By Joseph Burns
New research shows how hospital mergers have troubling effects that ripple through local communities. After mergers, hospitals raise prices, leading to increases in health insurance premiums, lower wages, more unemployment and deaths from suicides and overdoses, the research shows.
When hospitals merge, hospital administrators claim (without evidence) that savings will result and quality will improve. Instead, hospital prices rise, causing health insurers to raise premiums they charge employers and workers. Rising premiums cut into wages and cause employers to layoff staff, which leads to deaths from suicides and overdoses, the researchers showed in a study, “Who Pays for Rising Health Care Prices? Evidence from Hospital Mergers,” that the National Bureau of Economic Research (NBER) published in June.
This new research confirms the findings of other studies on the negative effects of hospital mergers, as we explained last month (July 2024) and as KFF noted last year.
Outside health care: wage erosion
“Rising health care prices have long eroded American wages. They are doing that by eating into jobs,” wrote Melanie Evans, Andrew Mollica and Josh Ulick in their report on the study for The Wall Street Journal.

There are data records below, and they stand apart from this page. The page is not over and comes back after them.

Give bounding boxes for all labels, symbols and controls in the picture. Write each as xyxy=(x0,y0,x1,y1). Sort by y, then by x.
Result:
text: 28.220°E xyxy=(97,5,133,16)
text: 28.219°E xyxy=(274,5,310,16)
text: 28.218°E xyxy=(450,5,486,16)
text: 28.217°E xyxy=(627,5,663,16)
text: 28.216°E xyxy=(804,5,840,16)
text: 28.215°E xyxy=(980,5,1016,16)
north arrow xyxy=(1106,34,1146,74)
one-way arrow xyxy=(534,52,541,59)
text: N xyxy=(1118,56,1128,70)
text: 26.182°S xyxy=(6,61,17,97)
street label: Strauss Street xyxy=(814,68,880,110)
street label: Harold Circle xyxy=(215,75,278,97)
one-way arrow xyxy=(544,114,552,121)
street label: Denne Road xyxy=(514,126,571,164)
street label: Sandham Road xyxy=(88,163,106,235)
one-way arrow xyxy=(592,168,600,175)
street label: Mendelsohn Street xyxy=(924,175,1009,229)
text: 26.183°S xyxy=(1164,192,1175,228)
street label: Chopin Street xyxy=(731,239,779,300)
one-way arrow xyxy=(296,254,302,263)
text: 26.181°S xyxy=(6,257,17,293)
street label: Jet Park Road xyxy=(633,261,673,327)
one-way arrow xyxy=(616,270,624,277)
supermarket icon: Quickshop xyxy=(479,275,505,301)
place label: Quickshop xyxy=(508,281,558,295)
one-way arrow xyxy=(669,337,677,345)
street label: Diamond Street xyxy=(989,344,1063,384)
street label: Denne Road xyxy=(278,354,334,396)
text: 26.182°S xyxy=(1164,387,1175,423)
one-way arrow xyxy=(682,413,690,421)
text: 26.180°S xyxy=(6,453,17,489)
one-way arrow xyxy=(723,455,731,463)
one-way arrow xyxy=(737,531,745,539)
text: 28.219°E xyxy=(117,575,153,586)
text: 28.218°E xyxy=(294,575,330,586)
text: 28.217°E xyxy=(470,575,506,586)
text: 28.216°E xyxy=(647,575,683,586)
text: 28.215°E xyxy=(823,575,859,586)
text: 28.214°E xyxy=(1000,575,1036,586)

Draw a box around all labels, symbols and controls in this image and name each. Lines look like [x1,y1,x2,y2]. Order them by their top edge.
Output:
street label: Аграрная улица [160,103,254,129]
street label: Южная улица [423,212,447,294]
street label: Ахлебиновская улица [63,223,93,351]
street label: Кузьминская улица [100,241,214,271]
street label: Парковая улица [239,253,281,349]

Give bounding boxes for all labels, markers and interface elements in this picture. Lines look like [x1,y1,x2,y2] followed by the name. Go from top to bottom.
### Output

For their article, Evans, Mollica and Ulick quoted one of the researchers, Zarek Brot-Goldberg, an assistant professor at the Harris School of Public Policy at the University of Chicago. “Employers that face increases in health care spending respond by laying off workers who they can no longer afford to retain,” Brot-Goldberg said.
By examining what happens in local labor markets and to federal income tax revenue when hospitals raise their prices, the researchers could estimate the effect of rising health care prices on health insurers, workers, employers and the federal government.
Rising hospital prices raise the cost of labor by increasing employer-sponsored health insurance premiums, as studies such as this one published in Health Affairs Scholar in June, have shown. In the NBER study, the researchers wrote, “A1% increase in health care prices lowers both payroll and employment at firms outside the health sector by approximately 0.4%.”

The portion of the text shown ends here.